Despite the possibilities, general usage of telemedicine stays low among physicians. Less than 1% of physicians accounted for 22 percent of telemedicine visits in 2014, according to MedPAC. Only two percent of people had participated in a telemedicine consult, and just 69,000 people used telemedicine in 2014. Among public and private entities, the Department of Veterans Affairs, which supports remote consults by both lowering or waiving copayments, records among the best rates of telehealth use. In the past decade 736,000 veterans used such options, mainly for primary-care consults, long term care management and transmission of imaging or alternate patient data.

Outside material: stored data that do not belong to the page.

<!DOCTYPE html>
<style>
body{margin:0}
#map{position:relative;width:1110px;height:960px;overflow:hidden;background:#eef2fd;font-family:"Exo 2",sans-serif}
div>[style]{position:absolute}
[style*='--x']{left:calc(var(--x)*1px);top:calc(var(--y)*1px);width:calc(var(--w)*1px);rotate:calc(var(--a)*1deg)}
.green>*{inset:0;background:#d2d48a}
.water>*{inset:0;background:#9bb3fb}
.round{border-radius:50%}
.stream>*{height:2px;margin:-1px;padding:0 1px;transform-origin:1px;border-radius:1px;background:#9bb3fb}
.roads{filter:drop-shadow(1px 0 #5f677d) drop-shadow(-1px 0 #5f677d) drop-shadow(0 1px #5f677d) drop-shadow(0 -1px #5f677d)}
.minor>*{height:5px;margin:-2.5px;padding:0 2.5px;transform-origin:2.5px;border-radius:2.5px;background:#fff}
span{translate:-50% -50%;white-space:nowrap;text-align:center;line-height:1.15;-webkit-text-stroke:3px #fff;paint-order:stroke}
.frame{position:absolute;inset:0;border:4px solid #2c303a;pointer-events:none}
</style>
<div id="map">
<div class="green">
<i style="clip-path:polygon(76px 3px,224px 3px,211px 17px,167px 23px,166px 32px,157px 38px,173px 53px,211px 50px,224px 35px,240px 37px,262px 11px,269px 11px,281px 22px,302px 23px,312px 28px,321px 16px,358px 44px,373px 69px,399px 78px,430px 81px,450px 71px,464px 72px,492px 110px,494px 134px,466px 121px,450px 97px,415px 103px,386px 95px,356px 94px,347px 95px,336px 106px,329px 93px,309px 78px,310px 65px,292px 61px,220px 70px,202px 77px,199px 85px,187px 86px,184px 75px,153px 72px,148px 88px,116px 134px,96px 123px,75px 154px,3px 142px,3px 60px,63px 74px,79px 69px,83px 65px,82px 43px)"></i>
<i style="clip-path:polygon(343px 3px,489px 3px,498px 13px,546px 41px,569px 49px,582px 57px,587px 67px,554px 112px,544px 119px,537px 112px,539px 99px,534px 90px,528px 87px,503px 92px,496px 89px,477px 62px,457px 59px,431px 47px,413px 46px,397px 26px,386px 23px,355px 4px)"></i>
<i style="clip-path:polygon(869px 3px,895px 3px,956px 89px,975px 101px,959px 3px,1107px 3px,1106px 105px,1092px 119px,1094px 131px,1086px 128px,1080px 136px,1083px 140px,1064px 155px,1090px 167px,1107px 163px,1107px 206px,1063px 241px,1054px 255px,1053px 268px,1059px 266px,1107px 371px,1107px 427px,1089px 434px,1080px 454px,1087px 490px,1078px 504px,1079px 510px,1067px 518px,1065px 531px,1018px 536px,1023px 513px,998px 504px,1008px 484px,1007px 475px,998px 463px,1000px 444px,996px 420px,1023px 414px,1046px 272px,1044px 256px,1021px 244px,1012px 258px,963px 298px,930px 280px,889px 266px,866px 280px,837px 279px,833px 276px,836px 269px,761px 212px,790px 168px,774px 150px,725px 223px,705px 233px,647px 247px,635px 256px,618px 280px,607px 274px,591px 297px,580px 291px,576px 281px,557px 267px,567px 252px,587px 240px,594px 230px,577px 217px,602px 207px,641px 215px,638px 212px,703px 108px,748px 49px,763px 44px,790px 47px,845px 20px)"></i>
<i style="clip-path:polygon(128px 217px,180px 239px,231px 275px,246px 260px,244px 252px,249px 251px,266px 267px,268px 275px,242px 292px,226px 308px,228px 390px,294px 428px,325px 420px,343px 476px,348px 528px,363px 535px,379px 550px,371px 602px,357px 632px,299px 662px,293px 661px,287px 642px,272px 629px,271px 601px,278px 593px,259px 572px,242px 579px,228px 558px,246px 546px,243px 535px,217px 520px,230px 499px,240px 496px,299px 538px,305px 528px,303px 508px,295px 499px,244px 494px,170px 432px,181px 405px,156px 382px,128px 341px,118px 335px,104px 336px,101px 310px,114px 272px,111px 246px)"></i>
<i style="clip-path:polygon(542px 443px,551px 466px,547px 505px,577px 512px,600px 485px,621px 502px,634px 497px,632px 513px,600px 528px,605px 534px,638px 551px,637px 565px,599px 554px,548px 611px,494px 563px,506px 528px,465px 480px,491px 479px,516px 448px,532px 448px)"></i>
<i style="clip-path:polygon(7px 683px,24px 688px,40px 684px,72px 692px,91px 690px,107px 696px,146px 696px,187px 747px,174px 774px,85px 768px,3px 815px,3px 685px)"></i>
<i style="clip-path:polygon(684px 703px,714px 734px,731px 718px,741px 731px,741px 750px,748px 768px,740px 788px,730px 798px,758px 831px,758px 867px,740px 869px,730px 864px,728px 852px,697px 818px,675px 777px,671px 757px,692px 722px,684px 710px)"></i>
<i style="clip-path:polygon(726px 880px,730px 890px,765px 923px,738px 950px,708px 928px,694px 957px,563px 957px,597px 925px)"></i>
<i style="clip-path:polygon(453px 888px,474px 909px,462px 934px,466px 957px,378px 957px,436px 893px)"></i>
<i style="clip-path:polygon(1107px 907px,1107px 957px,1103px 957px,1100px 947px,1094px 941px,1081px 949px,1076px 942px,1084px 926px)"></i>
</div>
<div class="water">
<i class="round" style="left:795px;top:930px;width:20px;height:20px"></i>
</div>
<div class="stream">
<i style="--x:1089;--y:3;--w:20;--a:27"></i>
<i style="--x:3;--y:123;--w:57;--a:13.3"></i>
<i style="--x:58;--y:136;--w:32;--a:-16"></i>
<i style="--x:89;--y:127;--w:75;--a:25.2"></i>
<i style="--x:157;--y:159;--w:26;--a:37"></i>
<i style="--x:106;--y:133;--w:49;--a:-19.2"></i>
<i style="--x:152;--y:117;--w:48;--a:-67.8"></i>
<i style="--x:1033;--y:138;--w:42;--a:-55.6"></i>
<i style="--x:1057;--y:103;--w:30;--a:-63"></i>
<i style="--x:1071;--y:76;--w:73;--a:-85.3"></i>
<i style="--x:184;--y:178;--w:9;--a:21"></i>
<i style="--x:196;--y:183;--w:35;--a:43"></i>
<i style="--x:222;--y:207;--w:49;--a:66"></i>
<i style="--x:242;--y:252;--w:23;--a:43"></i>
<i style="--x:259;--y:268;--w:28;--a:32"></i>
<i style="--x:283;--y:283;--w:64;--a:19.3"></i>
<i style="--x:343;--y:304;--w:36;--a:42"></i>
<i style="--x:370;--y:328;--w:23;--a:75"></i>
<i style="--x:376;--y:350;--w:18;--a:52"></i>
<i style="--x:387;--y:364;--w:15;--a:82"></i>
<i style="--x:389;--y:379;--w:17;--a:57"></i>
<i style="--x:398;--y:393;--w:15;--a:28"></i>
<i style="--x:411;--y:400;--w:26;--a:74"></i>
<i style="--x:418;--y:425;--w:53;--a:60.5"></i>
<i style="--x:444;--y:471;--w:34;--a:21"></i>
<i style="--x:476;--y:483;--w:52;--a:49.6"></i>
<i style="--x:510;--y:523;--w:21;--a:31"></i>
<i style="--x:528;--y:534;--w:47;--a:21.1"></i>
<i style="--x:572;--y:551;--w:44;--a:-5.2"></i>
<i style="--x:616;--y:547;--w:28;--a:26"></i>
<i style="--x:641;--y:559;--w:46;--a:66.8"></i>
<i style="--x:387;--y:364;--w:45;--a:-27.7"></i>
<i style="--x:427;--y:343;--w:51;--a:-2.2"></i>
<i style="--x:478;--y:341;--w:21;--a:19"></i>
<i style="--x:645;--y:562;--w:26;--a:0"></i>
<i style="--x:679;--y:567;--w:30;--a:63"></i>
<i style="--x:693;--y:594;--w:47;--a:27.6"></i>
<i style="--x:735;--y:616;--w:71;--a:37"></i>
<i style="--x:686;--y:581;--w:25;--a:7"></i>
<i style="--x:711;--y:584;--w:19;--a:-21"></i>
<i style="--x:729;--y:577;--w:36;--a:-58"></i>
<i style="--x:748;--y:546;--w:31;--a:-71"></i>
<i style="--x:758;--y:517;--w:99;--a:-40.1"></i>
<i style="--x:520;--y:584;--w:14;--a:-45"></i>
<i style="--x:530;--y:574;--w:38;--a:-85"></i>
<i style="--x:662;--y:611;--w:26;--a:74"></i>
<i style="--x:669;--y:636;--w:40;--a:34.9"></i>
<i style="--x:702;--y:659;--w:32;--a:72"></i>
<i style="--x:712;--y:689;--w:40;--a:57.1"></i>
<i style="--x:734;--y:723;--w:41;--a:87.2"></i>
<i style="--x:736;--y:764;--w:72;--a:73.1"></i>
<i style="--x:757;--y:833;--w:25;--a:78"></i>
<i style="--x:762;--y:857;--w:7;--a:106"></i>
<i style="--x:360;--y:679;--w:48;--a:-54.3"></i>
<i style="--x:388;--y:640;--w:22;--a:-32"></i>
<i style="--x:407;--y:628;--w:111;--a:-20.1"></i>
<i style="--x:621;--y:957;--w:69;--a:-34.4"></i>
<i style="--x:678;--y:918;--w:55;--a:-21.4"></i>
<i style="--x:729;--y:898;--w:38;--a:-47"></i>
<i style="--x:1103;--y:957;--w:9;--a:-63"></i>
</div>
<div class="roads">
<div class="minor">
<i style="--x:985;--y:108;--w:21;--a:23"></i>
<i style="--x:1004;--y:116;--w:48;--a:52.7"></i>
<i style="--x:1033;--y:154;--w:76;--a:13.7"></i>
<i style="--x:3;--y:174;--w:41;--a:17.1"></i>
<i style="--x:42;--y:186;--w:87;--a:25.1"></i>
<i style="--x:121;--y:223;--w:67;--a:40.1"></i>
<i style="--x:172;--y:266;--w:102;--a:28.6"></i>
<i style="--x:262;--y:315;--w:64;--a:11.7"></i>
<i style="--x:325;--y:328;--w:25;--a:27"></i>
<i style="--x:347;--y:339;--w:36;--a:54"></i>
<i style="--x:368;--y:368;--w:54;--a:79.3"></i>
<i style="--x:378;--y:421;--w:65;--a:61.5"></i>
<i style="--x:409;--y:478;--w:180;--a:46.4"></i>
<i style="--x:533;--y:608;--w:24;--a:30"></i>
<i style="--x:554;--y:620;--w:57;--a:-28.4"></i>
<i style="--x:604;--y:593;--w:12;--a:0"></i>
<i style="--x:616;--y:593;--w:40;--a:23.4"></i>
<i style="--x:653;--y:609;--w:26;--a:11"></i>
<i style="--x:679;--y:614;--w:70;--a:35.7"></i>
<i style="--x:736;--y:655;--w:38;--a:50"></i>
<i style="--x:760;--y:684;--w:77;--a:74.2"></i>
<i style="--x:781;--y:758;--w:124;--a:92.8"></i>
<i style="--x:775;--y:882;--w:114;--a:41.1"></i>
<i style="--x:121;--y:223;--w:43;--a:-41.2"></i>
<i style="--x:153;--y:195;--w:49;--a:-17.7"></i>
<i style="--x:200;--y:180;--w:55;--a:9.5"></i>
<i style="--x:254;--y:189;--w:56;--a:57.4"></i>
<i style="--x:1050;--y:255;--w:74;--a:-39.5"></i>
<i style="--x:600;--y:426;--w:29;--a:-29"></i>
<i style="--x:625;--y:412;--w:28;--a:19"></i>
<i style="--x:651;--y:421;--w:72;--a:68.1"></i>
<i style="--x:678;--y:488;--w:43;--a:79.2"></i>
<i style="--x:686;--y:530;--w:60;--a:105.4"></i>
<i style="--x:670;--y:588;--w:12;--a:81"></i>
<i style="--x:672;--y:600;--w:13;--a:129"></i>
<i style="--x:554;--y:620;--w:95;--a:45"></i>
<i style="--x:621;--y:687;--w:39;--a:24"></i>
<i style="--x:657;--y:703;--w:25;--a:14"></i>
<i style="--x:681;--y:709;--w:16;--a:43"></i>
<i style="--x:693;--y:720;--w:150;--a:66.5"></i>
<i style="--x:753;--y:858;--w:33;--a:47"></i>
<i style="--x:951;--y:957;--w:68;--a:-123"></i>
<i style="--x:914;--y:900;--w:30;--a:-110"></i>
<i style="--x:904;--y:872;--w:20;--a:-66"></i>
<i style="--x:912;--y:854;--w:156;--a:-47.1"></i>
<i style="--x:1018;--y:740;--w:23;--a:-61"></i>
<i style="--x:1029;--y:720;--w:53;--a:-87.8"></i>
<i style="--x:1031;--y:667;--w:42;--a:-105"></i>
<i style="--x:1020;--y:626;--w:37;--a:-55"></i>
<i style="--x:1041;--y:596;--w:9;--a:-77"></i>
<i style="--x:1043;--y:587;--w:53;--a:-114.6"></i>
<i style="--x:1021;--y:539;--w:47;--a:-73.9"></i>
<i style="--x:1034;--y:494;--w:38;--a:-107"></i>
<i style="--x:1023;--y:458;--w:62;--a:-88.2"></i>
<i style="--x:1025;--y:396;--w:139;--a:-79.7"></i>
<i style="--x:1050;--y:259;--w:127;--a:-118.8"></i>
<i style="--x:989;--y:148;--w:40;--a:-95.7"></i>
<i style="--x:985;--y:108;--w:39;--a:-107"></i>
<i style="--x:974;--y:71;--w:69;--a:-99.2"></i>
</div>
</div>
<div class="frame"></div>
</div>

Some commissioners were worried that raising Medicare payment for such options would increase cost significantly without noticeably improving quality of care. More study is needed to determine the value of telemedicine in primary care, some commissioners said, although they acknowledged that more extensive adoption may decrease hospital and ER admissions. Medicare handles a limited set of telemedicine options with a facility fee to rural sites and full fee schedule payment for people who reside in designated medical specialist deficit regions. Jon Christianson, Ph.D., vice-chairman of MedPAC, said some company insurance agencies bill a high co-payment for telemedicine to discourage its use.

Other commissioners expressed the opposite view, noting that investment in such technology could decrease less cost-effective solutions like hospital visits, ER visits and imaging costs. If telehealth checks some of the costs, the slow escalation in telemedicine can be good, said Craig Samitt, M.D., M.B.A. I think we are being overly conservative. We should be embracing the use of technology faster in the marketplace. Our payment system should not suppress progress.